__Exercise aim__. Go through the records below and report each line with "overflow" in it.

Top of Records supplied

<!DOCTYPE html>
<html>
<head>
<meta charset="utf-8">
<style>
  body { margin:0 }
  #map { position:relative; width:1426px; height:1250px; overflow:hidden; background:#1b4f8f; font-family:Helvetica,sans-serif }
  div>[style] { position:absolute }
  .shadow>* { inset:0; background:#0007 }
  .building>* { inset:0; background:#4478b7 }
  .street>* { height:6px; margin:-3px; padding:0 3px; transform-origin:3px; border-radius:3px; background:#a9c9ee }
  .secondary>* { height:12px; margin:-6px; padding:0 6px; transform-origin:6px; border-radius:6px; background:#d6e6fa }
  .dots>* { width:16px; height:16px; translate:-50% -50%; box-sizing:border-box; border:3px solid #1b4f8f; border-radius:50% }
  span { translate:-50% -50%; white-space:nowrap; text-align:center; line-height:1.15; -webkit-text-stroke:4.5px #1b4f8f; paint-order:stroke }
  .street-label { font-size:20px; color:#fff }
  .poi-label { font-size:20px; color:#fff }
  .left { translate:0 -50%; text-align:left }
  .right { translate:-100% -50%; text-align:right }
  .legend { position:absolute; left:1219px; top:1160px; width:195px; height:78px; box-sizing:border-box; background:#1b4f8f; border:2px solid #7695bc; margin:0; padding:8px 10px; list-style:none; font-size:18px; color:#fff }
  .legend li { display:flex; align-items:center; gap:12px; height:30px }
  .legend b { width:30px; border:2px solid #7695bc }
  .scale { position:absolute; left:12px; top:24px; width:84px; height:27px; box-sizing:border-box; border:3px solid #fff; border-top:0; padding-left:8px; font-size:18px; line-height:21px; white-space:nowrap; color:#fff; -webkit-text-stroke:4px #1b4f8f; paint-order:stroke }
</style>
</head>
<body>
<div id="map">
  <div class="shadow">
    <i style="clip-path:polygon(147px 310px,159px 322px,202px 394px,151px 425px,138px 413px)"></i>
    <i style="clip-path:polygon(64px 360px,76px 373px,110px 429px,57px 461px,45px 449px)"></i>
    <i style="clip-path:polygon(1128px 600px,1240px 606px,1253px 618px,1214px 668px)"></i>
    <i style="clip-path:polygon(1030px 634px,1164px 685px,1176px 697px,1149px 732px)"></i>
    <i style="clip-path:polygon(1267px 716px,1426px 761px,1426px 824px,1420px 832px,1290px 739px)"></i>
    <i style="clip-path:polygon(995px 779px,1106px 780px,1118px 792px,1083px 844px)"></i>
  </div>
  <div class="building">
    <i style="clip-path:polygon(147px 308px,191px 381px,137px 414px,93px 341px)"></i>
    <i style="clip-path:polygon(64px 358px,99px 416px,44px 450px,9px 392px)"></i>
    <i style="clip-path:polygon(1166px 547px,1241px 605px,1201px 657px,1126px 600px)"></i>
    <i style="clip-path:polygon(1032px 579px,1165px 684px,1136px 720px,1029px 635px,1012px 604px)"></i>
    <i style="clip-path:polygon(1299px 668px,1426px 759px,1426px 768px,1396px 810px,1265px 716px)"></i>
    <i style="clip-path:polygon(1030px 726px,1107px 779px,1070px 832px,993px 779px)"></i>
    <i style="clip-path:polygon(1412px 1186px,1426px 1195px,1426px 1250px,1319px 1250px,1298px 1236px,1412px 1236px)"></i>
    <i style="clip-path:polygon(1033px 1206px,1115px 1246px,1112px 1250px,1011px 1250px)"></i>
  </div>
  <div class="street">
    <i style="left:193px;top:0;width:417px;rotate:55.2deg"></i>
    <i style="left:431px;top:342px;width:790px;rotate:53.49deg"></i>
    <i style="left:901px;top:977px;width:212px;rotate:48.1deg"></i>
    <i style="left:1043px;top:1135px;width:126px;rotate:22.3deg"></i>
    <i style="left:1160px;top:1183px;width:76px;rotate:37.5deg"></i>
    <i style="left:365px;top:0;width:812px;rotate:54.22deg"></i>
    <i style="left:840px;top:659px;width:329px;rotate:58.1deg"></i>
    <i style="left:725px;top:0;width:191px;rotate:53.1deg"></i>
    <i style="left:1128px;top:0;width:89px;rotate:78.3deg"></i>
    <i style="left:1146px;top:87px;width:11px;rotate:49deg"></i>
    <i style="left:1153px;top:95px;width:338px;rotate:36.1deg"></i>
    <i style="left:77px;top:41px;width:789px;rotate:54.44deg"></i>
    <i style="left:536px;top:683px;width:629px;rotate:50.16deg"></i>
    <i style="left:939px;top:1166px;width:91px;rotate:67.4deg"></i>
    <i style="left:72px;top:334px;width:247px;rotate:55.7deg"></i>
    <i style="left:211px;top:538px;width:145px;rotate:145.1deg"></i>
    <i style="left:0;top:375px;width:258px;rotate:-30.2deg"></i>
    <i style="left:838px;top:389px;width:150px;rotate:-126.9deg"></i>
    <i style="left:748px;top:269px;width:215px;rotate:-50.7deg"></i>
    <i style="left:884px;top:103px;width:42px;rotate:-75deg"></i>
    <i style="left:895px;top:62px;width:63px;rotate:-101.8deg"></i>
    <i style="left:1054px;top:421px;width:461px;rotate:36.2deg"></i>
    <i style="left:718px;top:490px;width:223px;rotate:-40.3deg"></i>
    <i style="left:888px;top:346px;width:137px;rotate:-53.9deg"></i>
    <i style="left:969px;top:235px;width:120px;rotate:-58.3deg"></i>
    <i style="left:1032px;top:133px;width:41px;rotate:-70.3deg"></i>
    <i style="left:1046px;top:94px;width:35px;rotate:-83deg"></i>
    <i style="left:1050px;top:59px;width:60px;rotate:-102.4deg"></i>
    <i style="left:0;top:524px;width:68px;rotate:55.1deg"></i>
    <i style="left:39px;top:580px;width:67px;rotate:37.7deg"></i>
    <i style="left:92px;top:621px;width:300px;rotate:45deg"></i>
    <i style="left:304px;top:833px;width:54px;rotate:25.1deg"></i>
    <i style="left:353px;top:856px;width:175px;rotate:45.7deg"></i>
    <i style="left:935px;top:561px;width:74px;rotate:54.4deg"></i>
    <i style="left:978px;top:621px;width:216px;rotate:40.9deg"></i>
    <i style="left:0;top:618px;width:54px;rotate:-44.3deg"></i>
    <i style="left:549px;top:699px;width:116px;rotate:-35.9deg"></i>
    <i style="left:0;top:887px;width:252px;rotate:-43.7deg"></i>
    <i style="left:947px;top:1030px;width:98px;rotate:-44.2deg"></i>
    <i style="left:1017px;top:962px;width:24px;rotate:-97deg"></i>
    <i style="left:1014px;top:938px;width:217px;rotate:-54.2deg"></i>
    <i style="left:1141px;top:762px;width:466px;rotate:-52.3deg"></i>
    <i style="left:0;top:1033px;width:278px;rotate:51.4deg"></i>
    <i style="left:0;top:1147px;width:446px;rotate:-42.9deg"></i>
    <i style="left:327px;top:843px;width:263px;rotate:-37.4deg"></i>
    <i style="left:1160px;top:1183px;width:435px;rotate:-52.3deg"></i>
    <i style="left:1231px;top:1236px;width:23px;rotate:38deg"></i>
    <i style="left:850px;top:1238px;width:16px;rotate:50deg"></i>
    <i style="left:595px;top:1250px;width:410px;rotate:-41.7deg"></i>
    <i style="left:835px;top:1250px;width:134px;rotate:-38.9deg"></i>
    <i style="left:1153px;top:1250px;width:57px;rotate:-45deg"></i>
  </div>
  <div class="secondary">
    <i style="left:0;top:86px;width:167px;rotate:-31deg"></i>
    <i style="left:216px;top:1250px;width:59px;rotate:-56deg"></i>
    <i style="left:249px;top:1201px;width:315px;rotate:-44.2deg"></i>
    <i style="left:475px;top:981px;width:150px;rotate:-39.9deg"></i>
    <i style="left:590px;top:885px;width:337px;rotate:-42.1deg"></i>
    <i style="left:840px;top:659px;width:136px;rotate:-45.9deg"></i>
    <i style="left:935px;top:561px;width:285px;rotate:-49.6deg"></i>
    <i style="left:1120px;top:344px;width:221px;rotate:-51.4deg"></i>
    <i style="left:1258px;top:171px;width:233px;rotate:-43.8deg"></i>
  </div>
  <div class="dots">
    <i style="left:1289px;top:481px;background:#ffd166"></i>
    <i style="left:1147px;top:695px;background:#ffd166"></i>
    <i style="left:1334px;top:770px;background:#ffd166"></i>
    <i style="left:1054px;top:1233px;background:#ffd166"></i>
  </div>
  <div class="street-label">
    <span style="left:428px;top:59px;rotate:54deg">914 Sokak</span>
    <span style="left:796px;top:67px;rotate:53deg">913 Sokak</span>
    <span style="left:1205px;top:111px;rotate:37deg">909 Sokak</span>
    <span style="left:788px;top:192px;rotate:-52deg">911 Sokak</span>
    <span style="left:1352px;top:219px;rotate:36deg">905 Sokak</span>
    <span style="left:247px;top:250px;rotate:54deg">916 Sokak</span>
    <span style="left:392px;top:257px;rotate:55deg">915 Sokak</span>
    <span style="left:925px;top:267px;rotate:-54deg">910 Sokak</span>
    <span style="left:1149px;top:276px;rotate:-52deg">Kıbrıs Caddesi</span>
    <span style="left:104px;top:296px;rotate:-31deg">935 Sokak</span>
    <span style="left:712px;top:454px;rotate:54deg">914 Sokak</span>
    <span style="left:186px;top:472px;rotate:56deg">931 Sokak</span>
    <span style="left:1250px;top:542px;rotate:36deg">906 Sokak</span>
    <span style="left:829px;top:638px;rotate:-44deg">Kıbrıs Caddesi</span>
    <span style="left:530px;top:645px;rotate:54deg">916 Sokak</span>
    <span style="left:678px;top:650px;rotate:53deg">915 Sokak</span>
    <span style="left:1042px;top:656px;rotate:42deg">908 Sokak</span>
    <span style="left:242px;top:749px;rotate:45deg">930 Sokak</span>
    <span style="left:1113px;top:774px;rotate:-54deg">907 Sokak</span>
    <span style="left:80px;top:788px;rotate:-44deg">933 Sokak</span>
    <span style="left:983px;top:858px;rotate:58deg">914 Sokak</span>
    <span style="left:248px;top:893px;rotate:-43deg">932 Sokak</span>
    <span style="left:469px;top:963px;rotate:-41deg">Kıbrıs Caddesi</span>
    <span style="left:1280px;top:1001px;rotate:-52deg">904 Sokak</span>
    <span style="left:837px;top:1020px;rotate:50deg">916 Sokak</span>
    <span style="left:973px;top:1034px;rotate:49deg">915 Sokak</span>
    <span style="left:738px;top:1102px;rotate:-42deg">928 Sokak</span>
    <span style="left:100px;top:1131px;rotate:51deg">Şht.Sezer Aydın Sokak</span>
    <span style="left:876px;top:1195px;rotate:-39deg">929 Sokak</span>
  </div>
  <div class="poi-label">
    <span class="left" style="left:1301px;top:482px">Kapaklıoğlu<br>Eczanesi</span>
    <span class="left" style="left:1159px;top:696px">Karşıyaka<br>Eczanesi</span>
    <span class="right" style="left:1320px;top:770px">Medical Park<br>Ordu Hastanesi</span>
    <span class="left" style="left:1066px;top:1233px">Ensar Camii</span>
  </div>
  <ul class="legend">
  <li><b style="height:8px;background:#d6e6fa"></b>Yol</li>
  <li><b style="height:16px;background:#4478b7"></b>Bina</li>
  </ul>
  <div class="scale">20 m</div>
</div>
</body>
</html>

Bottom of Records supplied
Top of Records supplied

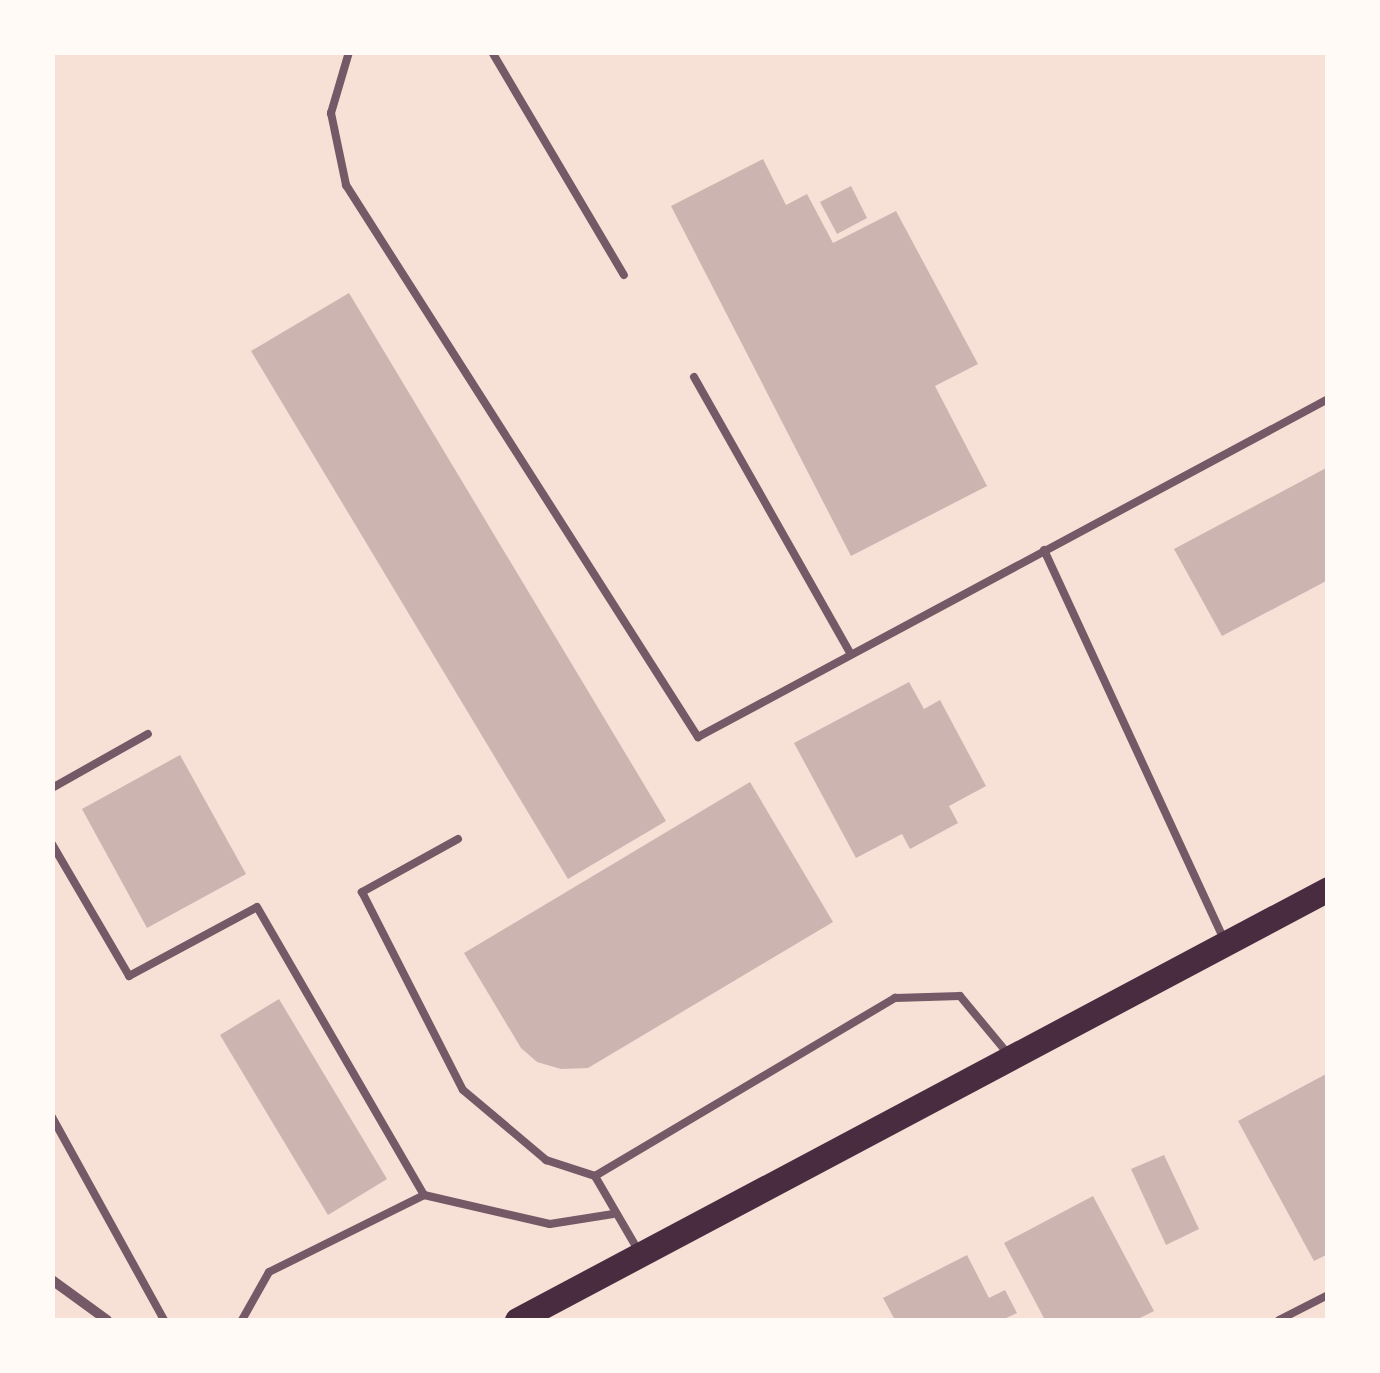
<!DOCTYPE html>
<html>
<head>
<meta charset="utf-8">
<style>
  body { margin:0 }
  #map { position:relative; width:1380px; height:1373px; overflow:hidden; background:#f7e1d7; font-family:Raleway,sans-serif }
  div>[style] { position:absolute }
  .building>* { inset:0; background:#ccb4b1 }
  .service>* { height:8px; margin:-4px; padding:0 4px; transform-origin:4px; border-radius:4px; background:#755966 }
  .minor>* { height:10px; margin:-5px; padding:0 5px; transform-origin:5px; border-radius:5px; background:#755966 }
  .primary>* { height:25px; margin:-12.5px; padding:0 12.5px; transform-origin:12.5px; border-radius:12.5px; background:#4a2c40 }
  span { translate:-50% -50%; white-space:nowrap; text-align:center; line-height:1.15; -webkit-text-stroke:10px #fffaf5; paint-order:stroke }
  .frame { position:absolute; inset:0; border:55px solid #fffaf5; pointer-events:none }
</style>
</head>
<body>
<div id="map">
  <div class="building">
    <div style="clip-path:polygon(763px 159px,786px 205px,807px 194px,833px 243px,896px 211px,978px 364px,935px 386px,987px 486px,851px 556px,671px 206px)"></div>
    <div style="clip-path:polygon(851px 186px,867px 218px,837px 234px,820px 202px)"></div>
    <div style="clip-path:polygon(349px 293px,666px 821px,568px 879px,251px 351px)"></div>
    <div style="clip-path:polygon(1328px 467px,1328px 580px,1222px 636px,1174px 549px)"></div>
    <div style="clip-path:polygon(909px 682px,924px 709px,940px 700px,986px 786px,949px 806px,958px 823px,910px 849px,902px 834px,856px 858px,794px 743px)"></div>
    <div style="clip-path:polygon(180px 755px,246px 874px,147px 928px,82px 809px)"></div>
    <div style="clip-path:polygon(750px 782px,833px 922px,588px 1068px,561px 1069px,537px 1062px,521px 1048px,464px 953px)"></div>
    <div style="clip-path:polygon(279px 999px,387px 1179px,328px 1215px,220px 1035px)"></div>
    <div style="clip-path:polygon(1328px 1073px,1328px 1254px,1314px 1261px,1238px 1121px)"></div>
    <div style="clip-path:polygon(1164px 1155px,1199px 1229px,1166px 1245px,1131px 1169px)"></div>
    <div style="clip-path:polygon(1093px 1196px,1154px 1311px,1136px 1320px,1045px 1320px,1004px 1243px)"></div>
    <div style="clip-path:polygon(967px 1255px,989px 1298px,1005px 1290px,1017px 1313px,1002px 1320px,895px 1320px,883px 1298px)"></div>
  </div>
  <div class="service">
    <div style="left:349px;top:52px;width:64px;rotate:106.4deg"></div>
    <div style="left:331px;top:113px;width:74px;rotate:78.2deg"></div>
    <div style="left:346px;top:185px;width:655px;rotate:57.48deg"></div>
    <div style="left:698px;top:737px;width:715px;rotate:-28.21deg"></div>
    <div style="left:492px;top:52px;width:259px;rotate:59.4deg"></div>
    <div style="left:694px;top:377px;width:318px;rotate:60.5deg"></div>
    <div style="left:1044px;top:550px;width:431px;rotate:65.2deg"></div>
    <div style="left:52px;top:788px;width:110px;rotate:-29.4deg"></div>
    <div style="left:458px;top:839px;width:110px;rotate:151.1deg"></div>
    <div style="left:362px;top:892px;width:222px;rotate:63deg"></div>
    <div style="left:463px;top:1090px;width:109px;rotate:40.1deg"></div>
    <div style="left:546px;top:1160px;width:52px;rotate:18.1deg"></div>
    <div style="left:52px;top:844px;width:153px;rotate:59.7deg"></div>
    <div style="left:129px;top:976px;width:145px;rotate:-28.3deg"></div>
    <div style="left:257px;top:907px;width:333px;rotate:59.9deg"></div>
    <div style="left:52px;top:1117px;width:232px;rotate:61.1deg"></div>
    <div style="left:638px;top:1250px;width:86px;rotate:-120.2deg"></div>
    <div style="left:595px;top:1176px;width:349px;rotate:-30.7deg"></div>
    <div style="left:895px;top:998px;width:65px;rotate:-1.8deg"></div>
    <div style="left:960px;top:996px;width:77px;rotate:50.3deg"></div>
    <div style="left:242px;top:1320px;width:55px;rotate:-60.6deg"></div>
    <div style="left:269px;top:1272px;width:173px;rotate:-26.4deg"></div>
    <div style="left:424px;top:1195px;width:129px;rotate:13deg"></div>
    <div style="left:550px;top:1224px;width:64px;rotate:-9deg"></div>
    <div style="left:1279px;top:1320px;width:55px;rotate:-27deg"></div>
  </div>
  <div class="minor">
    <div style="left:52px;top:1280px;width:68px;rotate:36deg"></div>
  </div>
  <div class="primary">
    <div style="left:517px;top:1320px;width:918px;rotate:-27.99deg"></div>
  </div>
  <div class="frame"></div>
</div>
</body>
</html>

Bottom of Records supplied

__Solution below__.
  #map { position:relative; width:1426px; height:1250px; overflow:hidden; background:#1b4f8f; font-family:Helvetica,sans-serif }
  #map { position:relative; width:1380px; height:1373px; overflow:hidden; background:#f7e1d7; font-family:Raleway,sans-serif }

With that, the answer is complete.